I played HS and College Basketball in the 90s, and it was a concern to all and we were actually taught the old CPR "Life Saving" in Health and GYM in case we didn't want to do the mouth to mouth, and the teacher always used a mouthpiece when demonstating mouth to mouth. (We had a couple of deaths over 5 years in High School and this was before the defibrillators in schools, and so they were very keen on being prepared.) As for fights, I would differ. I have seen too many including my two big brothers, expecially the younger, cause no one would mess with my older and bigger one, where the blood splattered on the onlookers, and certainly on each of the fighters, and there is scratches and such on each. Emptypockets they are grappling each other just like in the Ultimate Extreme type contests. And sometimes these fights were on a playing field during a game. Granted you wouldn't expect the guys doing that to have the virus, but still remember everyone is having sex with everyone their partners had sex with and their partners' partners and so on.

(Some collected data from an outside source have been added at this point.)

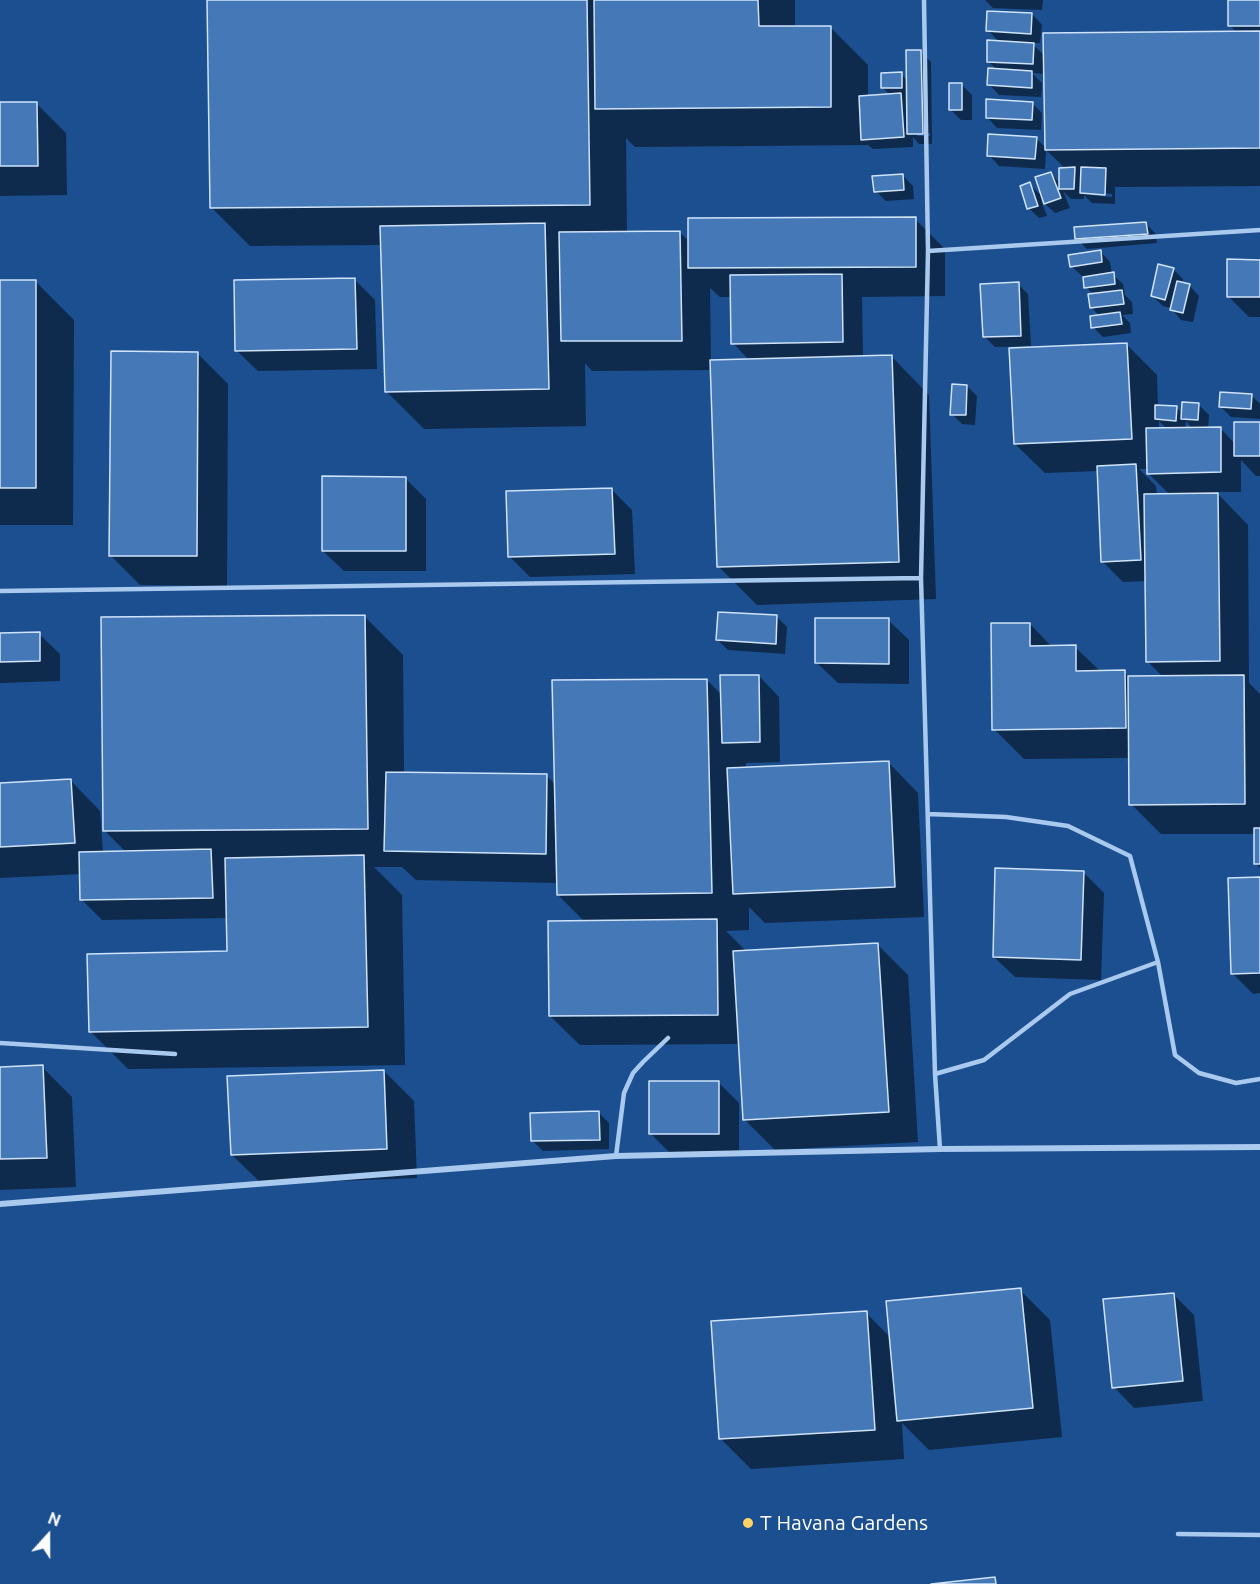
<!DOCTYPE html>
<html>
<head>
<meta charset="utf-8">
<style>
  body { margin:0 }
  #map { position:relative; width:1260px; height:1584px; overflow:hidden; background:#1b4f8f; font-family:Ubuntu,sans-serif }
  canvas { display:block }
  .north { position:absolute; left:18px; top:1506px; width:60px; height:60px; -webkit-text-stroke:4px #1b4f8f; paint-order:stroke; rotate:21deg; font-size:16px; font-weight:700; line-height:24px; text-align:center; color:#fff }
  .north::after { content:''; display:block; margin:auto; width:21px; height:27px; background:#fff; clip-path:polygon(50% 0,100% 100%,50% 72%,0 100%) }
</style>
</head>
<body>
<div id="map">
<canvas width="1260" height="1584"></canvas>
<div class="north">N</div>
</div>
<script>
const ctx = document.querySelector('canvas').getContext('2d');
ctx.lineJoin = 'round';
function fillPath(path, color) {
  ctx.fillStyle = color;
  ctx.fill(path, 'evenodd');
}
function poly(rows) {
  const path = new Path2D();
  for (const r of rows) {
    path.moveTo(r[0], r[1]);
    for (let i = 2; i < r.length; i += 2) path.lineTo(r[i], r[i + 1]);
  }
  return path;
}
function strokePath(path, color, width, dash) {
  ctx.strokeStyle = color;
  ctx.lineWidth = width;
  ctx.lineCap = dash ? 'butt' : 'round';
  ctx.setLineDash(dash || []);
  ctx.stroke(path);
}
function label(font, color, halo, rows, align = 'center') {
  ctx.font = font + ' Ubuntu,sans-serif';
  ctx.lineWidth = 5;
  ctx.setLineDash([]);
  ctx.textBaseline = 'middle';
  ctx.strokeStyle = halo;
  ctx.fillStyle = color;
  for (const [text, x, y, turn = 0] of rows) {
    ctx.save();
    ctx.translate(x, y);
    ctx.rotate((+turn || 0) * Math.PI / 180);
    ctx.textAlign = isNaN(turn) ? turn : align;
    if (halo) ctx.strokeText(text, 0, 0);
    ctx.fillText(text, 0, 0);
    ctx.restore();
  }
}
const shadow = poly([
  [209,0,795,0,795,27,830,27,868,65,868,97,891,96,883,88,901,74,908,81,921,52,931,62,932,144,919,144,913,137,913,147,873,149,868,145,635,147,626,138,627,233,679,232,690,242,915,219,945,249,945,296,862,297,863,357,892,357,929,395,936,599,757,605,719,567,712,370,592,371,585,363,586,426,424,429,386,391,382,245,250,246,212,208],
  [917,133,930,133,930,136,917,136],
  [710,288,720,297,732,297,733,343,750,361,711,362],
  [985,0,1043,0,1042,10,993,8],
  [1229,0,1260,0,1260,186,1115,187,1115,204,1092,203,1084,195,1084,199,1071,199,1063,191,1070,208,1055,213,1041,200,1047,216,1039,218,1029,208,1029,184,1043,197,1050,173,1061,184,1066,169,1046,150,1045,169,999,166,989,155,1036,138,1046,148,1045,74,1032,73,1042,83,1041,97,999,95,989,84,998,71,988,61,1000,43,988,30,1032,14,1042,25,1040,43,1031,43,1045,56,1237,33,1230,25],
  [1090,192,1112,194,1112,197,1090,195],
  [962,85,972,95,972,120,961,120,951,110],
  [0,103,36,103,66,133,67,195,0,196],
  [1032,103,1042,113,1041,130,997,128,987,117],
  [903,176,913,186,914,199,886,201,876,191],
  [1145,223,1155,233,1157,243,1087,249,1077,239],
  [1100,251,1110,262,1112,274,1123,284,1125,295,1132,302,1133,314,1122,315,1130,323,1131,333,1103,337,1093,327,1100,316,1091,307,1094,295,1086,287,1084,276,1082,276,1071,266],
  [1260,261,1260,317,1249,317,1228,296],
  [1173,269,1183,279,1182,284,1189,285,1199,296,1193,322,1181,320,1171,308,1163,306,1152,296],
  [355,280,375,300,377,369,258,371,237,351],
  [0,282,36,282,74,320,73,525,0,525],
  [1018,284,1028,294,1031,346,995,347,985,337],
  [1127,345,1157,375,1158,407,1176,407,1183,414,1199,405,1209,415,1208,429,1220,428,1235,444,1260,423,1260,476,1256,476,1241,460,1241,492,1216,492,1248,525,1249,683,1260,694,1260,868,1255,863,1255,834,1161,834,1131,804,1130,758,1024,759,994,729,1030,624,1052,647,1075,647,1101,672,1124,672,1130,678,1164,678,1147,661,1146,581,1123,582,1103,562,1099,471,1045,473,1015,444],
  [1159,421,1167,429,1159,430],
  [1186,421,1193,429,1185,429],
  [1139,469,1148,469,1148,473,1170,495,1157,495,1156,486],
  [198,354,228,384,227,586,140,585,110,555],
  [967,386,977,396,975,425,962,424,952,414],
  [1252,396,1260,404,1260,419,1231,417,1221,407],
  [405,478,426,499,426,571,344,571,323,551],
  [612,490,632,510,635,574,530,577,510,557],
  [365,617,403,655,404,773,547,776,556,785,707,680,722,695,759,676,779,697,780,762,746,763,746,768,889,763,918,793,924,917,765,923,749,907,749,930,726,931,747,952,878,945,908,975,918,1142,775,1150,745,1120,740,1044,580,1045,550,1016,585,922,558,895,558,883,416,880,402,867,374,867,402,895,405,1065,128,1069,90,1031,228,952,228,918,102,920,81,899,81,874,0,878,0,784,71,781,100,811,103,853,126,852,105,831],
  [777,617,787,627,785,654,728,650,718,640],
  [888,620,909,640,909,684,838,683,817,663],
  [39,634,60,654,60,681,0,683,0,635],
  [1083,872,1104,893,1101,980,1015,977,994,957],
  [1260,879,1260,993,1253,994,1232,973],
  [42,1067,72,1097,76,1187,0,1190,0,1068],
  [384,1071,414,1101,417,1178,262,1184,232,1155],
  [718,1082,739,1103,739,1154,671,1154,651,1134],
  [599,1113,609,1123,609,1149,543,1151,533,1141],
  [1020,1290,1050,1320,1062,1437,929,1450,902,1423,904,1459,751,1469,721,1439,866,1313,891,1338],
  [1174,1295,1194,1315,1203,1401,1134,1408,1114,1387]
]);
const building = poly([
  [207,0,587,0,590,205,210,208,207,0],
  [594,0,758,0,759,26,831,26,831,107,595,109,594,0],
  [1228,0,1260,0,1260,26,1228,26,1228,0],
  [987,11,1032,13,1031,34,986,31,987,11],
  [1260,31,1260,148,1045,150,1043,33,1260,31],
  [987,40,1034,43,1033,64,987,62,987,40],
  [906,50,921,50,923,134,907,134,906,50],
  [988,68,1032,71,1032,88,987,85,988,68],
  [902,72,902,88,881,88,881,73,902,72],
  [949,83,962,83,962,110,949,110,949,83],
  [901,93,904,137,861,140,859,96,901,93],
  [986,99,1033,102,1032,120,986,118,986,99],
  [0,102,37,102,38,166,0,166,0,102],
  [988,134,1037,137,1035,159,987,156,988,134],
  [1075,167,1074,189,1059,189,1059,168,1075,167],
  [1081,167,1106,168,1105,195,1080,193,1081,167],
  [1051,172,1061,198,1044,204,1035,177,1051,172],
  [903,174,904,190,874,192,872,176,903,174],
  [1030,182,1038,206,1027,209,1020,186,1030,182],
  [916,217,916,267,688,268,688,218,916,217],
  [1146,222,1148,234,1075,239,1074,227,1146,222],
  [545,223,549,389,385,392,380,226,545,223],
  [680,231,682,341,561,341,559,232,680,231],
  [1101,250,1102,262,1070,267,1068,255,1101,250],
  [1227,259,1260,260,1260,297,1227,297,1227,259],
  [1158,264,1174,268,1165,300,1151,296,1158,264],
  [1114,272,1115,284,1084,288,1083,277,1114,272],
  [842,274,843,342,731,344,730,275,842,274],
  [355,278,357,349,235,351,234,280,355,278],
  [0,280,36,280,36,488,0,488,0,280],
  [1177,281,1190,284,1183,313,1170,310,1177,281],
  [1019,282,1021,336,983,337,980,284,1019,282],
  [1122,290,1124,304,1090,308,1088,294,1122,290],
  [1120,312,1122,324,1091,328,1090,316,1120,312],
  [1127,343,1132,439,1014,444,1009,348,1127,343],
  [111,351,198,352,197,556,109,556,111,351],
  [892,355,899,562,717,567,710,360,892,355],
  [952,384,967,385,966,415,950,415,952,384],
  [1220,392,1252,394,1251,409,1219,407,1220,392],
  [1182,402,1199,403,1198,420,1181,419,1182,402],
  [1155,405,1177,406,1176,421,1155,419,1155,405],
  [1234,422,1260,422,1260,456,1234,456,1234,422],
  [1221,427,1221,472,1147,474,1146,428,1221,427],
  [1136,464,1141,560,1101,562,1097,466,1136,464],
  [322,476,406,477,406,551,322,551,322,476],
  [612,488,615,554,508,557,506,491,612,488],
  [1218,493,1220,661,1146,662,1144,494,1218,493],
  [718,612,777,615,776,644,716,640,718,612],
  [365,615,368,829,103,831,101,617,365,615],
  [815,618,889,618,889,664,815,663,815,618],
  [991,623,1030,623,1030,646,1076,645,1076,671,1125,670,1126,728,992,730,991,623],
  [40,632,40,661,0,662,0,633,40,632],
  [720,675,759,675,760,742,722,743,720,675],
  [1244,675,1245,804,1129,805,1128,676,1244,675],
  [707,679,712,893,557,895,552,680,707,679],
  [889,761,895,887,733,894,727,768,889,761],
  [386,772,547,774,546,854,384,851,386,772],
  [71,779,75,843,0,847,0,783,71,779],
  [1254,828,1260,828,1260,864,1254,864,1254,828],
  [211,849,213,898,80,900,79,852,211,849],
  [364,855,368,1027,89,1032,87,954,227,951,225,858,364,855],
  [995,868,1084,871,1081,960,993,957,995,868],
  [1260,877,1260,973,1231,974,1228,878,1260,877],
  [717,919,718,1015,549,1016,548,921,717,919],
  [878,943,889,1112,743,1120,733,951,878,943],
  [43,1065,47,1158,0,1159,0,1067,43,1065],
  [384,1070,387,1149,231,1155,227,1076,384,1070],
  [649,1081,719,1081,719,1134,649,1134,649,1081],
  [599,1111,600,1140,531,1141,530,1113,599,1111],
  [1021,1288,1033,1408,897,1421,886,1301,1021,1288],
  [1174,1293,1183,1381,1112,1388,1103,1299,1174,1293],
  [867,1311,875,1430,719,1439,711,1321,867,1311],
  [995,1577,996,1584,931,1584,995,1577]
]);
const lane = poly([
  [924,0,928,251,921,578,935,1074,940,1149],
  [928,251,1260,230],
  [0,591,921,578],
  [928,814,1006,817,1068,826,1130,856,1158,962,1175,1055,1199,1073,1236,1083,1260,1079],
  [0,1043,175,1054],
  [935,1074,984,1060,1070,994,1158,962],
  [616,1156,624,1093,633,1073,643,1062,668,1038],
  [1178,1534,1260,1535]
]);
const street = poly([
  [0,1204,616,1156,940,1149,1260,1147]
]);
const markers = [
  [748,1523,6,"#ffd166"]
];
const poiNames = [
  ["T Havana Gardens",760,1523]
];
fillPath(shadow, '#0007');
fillPath(building, '#4478b7');
strokePath(building, '#cfe3fa', 1.5);
strokePath(lane, '#a9c9ee', 4.5);
strokePath(street, '#a9c9ee', 6);
for (const [x, y, r, color] of markers) {
  const dot = new Path2D();
  dot.arc(x, y, r, 0, 2 * Math.PI);
  ctx.fillStyle = color;
  ctx.fill(dot);
  strokePath(dot, '#1b4f8f', 2);
}
label('21px', '#fff', '#1b4f8f', poiNames, 'left');
</script>
</body>
</html>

Posted by: Jodi | December 14, 2007 at 12:06
OK, so Qaddafi is a bad guy. He is probably not as bad as some others in the region, like Tunisian dictator Ben Ali who is loved by France, the U.S., and almost everyone else. What can you say about the feudalistic dictatorship in "ally" Saudi Arabia? Bush holds hands with these guys. If you had your druthers, would you rather be a woman in Libya or in Saudi Arabia?
Then there are the dictators of Pakistan and China and Russia who the Western governments don't criticize much.